Die Versorgung von pflegebedürftigen Menschen ist eines der drängendsten sozialen Themen in den kommenden Jahrzehnten. Die Bundesregierung hat sich dem Thema in ihrem Koalitionsvertrag entsprechend gewidmet. Oberbürgermeister Dieter Reiter hat sich nun mit einem Schreiben an Gesundheitsminister Karl Lauterbach gewandt und grundlegende Reformen skizziert, die aus Sicht der Landeshauptstadt dringend notwendig sind:
Oberbürgermeister Dieter Reiter: „Die Versorgung pflegebedürftiger Menschen in Deutschland ist eine gesamtgesellschaftliche Zukunftsaufgabe. Die Gestaltungsmöglichkeiten für die Kommunen sind in diesem Feld allerdings erheblich eingeschränkt, vor allem wegen der bewussten Ökonomisierung, respektive der Schaffung eines Pflegemarktes und eines entsprechenden Wettbewerbs, der die öffentliche Hand zu Neutralität verpflichtet und somit eine gezielte Steuerung erschwert. Markt und Wettbewerb alleine genügen aber nicht, um wirklich gute Pflege vor Ort zur Verfügung zu stellen. Ein marktorientierter Wettbewerb in der Versorgungsstruktur für eine sehr vulnerable Gruppe sollte daher grundsätzlich auf den Prüfstand.“ Als größte kreisfreie Stadt in Deutschland hat sich die Landeshauptstadt München bewusst dazu entschlossen, die wenigen Spielräume aktiv und so weit wie möglich zu nutzen.
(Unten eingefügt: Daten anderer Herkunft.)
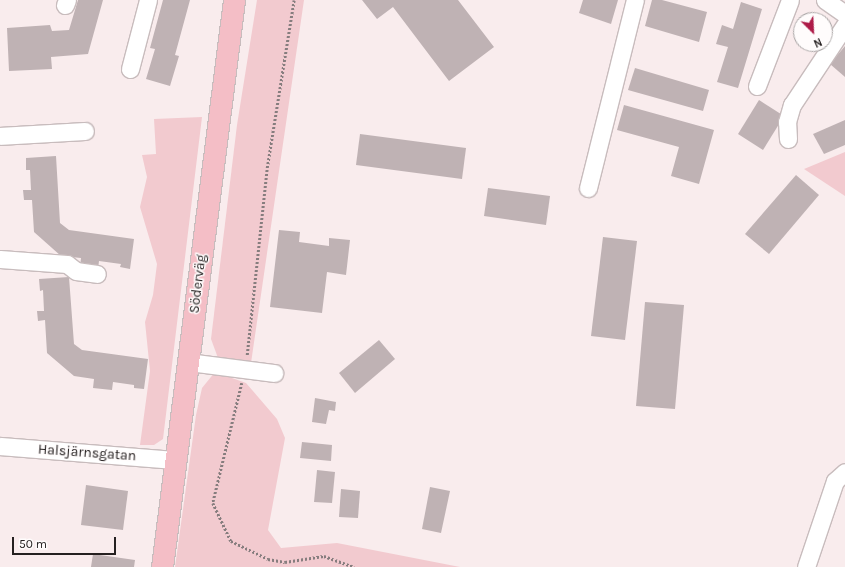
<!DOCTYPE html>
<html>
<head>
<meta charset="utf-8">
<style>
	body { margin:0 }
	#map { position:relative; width:845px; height:567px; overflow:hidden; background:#f9eced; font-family:Karla,sans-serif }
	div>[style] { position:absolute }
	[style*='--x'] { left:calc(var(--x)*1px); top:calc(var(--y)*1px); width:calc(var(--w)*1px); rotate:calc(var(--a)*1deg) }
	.green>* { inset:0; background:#f2cacf }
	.building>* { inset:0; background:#bfb2b4 }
	.path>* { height:2.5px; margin-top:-1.25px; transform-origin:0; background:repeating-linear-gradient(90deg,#867d7e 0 2px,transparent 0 4px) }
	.roads { filter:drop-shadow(1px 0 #c8bcbd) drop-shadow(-1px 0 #c8bcbd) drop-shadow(0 1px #c8bcbd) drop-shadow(0 -1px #c8bcbd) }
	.minor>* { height:17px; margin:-8.5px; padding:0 8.5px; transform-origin:8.5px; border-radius:8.5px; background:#fff }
	.major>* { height:21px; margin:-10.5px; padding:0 10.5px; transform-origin:10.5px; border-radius:10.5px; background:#f4bec6 }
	span { translate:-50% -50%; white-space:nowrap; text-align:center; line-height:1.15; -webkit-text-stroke:3px #fffcfc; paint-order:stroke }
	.street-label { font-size:14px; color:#252020 }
	.north { position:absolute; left:793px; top:12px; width:40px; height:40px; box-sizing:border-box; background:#fffcfc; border:1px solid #a8a4a4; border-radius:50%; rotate:156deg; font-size:11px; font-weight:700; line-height:16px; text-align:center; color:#252020 }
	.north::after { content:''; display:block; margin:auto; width:14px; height:18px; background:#ae1b48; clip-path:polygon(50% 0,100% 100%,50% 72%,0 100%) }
	.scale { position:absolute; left:12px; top:537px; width:104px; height:18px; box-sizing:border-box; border:2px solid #252020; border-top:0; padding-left:5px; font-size:12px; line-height:14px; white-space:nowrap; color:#252020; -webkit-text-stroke:3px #fffcfc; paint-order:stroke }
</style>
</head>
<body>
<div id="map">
	<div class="green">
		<div style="clip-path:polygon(257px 0,304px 0,251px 363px,218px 358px,211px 339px,237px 125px)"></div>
		<div style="clip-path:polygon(202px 117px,163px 439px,154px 445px,140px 445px,150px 371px,145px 322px,153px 295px,157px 264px,140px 207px,147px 177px,142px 155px,156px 154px,154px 119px)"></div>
		<div style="clip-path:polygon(845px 152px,845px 196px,804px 169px)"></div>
		<div style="clip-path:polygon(215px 372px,246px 383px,277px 419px,285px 438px,268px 530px,281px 548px,337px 543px,460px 567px,175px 567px,196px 415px,202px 388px)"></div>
	</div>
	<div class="building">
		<div style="clip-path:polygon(78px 0,103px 0,88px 54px,51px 57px,52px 69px,9px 71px,7px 28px,50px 25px,52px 31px,69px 30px)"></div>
		<div style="clip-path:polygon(163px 0,190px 0,175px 55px,179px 56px,170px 86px,146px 79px,155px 49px,150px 48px)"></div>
		<div style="clip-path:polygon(362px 0,458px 0,494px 47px,449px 81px,393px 7px,377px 19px)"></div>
		<div style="clip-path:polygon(583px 0,618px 0,611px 24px,579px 13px)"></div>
		<div style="clip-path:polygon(652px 0,662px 0,707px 12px,699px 42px,645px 26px)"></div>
		<div style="clip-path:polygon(741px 2px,762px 9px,738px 88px,717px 82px,728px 47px,716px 44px,722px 25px,733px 29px)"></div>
		<div style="clip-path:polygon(845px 46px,845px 77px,830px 64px)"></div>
		<div style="clip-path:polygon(635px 68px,709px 90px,703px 111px,628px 90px)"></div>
		<div style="clip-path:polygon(759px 100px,784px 116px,763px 150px,738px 134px)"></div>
		<div style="clip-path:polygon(624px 105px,714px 130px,699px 184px,671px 176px,679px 147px,617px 130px)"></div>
		<div style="clip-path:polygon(845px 120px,845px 145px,824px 154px,813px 134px)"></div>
		<div style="clip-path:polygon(360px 134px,466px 148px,462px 179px,356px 165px)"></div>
		<div style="clip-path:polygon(56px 156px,60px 223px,69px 230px,134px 239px,130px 269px,120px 267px,121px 264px,99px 261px,98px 269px,80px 267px,81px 258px,61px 256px,34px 232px,32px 200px,24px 200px,23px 190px,31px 190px,30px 170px,26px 170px,26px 158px)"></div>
		<div style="clip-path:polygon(796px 175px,819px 195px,769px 254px,745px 234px)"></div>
		<div style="clip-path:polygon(488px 188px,550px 196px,546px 225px,484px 216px)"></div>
		<div style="clip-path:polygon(279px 230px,300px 232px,299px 242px,329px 246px,329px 238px,350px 240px,346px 275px,327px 272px,322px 313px,270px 307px)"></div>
		<div style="clip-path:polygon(603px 237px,637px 241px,625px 340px,591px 336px)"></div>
		<div style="clip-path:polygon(69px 277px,74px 344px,82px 350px,148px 359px,144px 389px,134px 388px,134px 385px,113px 382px,112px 390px,93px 388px,94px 379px,74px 376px,47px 353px,45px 320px,38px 321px,37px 311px,44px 311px,43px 290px,40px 291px,39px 279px)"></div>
		<div style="clip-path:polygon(645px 302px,684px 305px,675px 409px,636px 406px)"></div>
		<div style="clip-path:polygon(379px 340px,395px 359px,355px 393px,339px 373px)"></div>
		<div style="clip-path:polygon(315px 398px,336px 402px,335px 411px,329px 410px,326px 424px,312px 422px)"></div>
		<div style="clip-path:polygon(302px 442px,332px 445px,331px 461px,300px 458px)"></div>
		<div style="clip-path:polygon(317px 470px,335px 472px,332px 503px,314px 502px)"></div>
		<div style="clip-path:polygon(86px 485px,128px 491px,123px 530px,81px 525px)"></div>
		<div style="clip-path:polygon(430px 487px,450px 491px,441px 533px,422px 529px)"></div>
		<div style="clip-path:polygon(341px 489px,360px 491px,358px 518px,339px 517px)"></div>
		<div style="clip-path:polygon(93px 554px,135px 560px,134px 567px,91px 567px)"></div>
	</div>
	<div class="path">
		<div style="--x:247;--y:355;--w:188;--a:-83.9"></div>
		<div style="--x:267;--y:168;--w:170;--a:-80.9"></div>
		<div style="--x:242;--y:383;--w:123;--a:103.6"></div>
		<div style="--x:213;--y:503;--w:42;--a:64.7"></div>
		<div style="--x:231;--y:541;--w:41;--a:25.9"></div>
		<div style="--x:268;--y:559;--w:17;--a:10"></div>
		<div style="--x:285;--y:562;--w:39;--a:-9"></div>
		<div style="--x:324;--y:556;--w:32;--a:20"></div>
	</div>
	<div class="roads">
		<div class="minor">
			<div style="--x:825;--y:0;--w:24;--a:35"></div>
			<div style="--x:65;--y:5;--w:5;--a:-68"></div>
			<div style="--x:130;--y:69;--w:71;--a:-75.4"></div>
			<div style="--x:757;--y:86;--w:92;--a:-69"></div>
			<div style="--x:0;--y:136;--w:85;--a:-3.4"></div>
			<div style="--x:788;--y:139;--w:17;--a:-93"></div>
			<div style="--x:787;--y:122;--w:18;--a:-74"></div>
			<div style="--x:792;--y:105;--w:96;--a:-56.5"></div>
			<div style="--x:588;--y:188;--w:194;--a:-76"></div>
			<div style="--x:0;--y:259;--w:67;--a:4.3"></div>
			<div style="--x:67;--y:264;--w:11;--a:38"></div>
			<div style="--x:76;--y:271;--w:21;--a:8"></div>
			<div style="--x:188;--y:362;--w:87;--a:7.3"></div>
			<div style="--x:0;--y:446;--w:176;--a:4.6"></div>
			<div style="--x:806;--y:567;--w:91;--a:-71.4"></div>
			<div style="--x:835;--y:481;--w:13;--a:-42"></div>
		</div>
		<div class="major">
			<div style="--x:162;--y:567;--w:572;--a:-82.76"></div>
		</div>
	</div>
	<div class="street-label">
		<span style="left:198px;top:284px;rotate:-83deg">Söderväg</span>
		<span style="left:87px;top:453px;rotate:4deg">Halsjärnsgatan</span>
	</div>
	<div class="north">N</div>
	<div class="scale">50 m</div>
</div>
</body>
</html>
Sozialreferentin Dorothee Schiwy: „Ich würde mir wünschen, dass die neue Bundesregierung hier noch bestehende Hemmnisse weiter abbaut und den Kommunen verbindliche Mitgestaltungsmöglichkeiten gibt. Au-ßerdem brauchen wir möglichst schnell eine echte und deutliche Begren- zung der Eigenanteile in der vollstationären Langzeitpflege. In München liegen die Eigenanteile für eine pflegebedürftige Person schon heute bei durchschnittlich 2.800 Euro monatlich. Das führt dazu, dass in München inzwischen fast 40 Prozent der Bewohner*innen von vollstationären Pflegeeinrichtungen auf Sozialhilfe angewiesen sind. Das zentrale Versprechen der Sozialen Pflegeversicherung bei ihrer Einführung war es, die Menschen künftig unabhängig von staatlicher Hilfe zu machen. Dieses Ziel wird inzwischen klar verfehlt. Das muss sich dringend ändern.“
Mittel- bis langfristig sollte aus Sicht der Landeshauptstadt München ein Wechsel zu einer Pflegevollversicherung mit gedeckelter Eigenbeteiligung und einem – über staatliche Strukturen organisierten und steuerfinanzierten – Pflegesystem das Ziel sein. Die im Koalitionsvertrag bislang vorgesehene Ergänzung der Pflegeversicherung um eine freiwillige, paritätisch finanzierte Vollversicherung, ist aus Sicht der Landeshauptstadt München nicht der richtige Weg, da dies finanziell schlechter gestellte Menschen, die sich eine solche Zusatzversicherung nicht leisten können, erheblich benachteiligen würde.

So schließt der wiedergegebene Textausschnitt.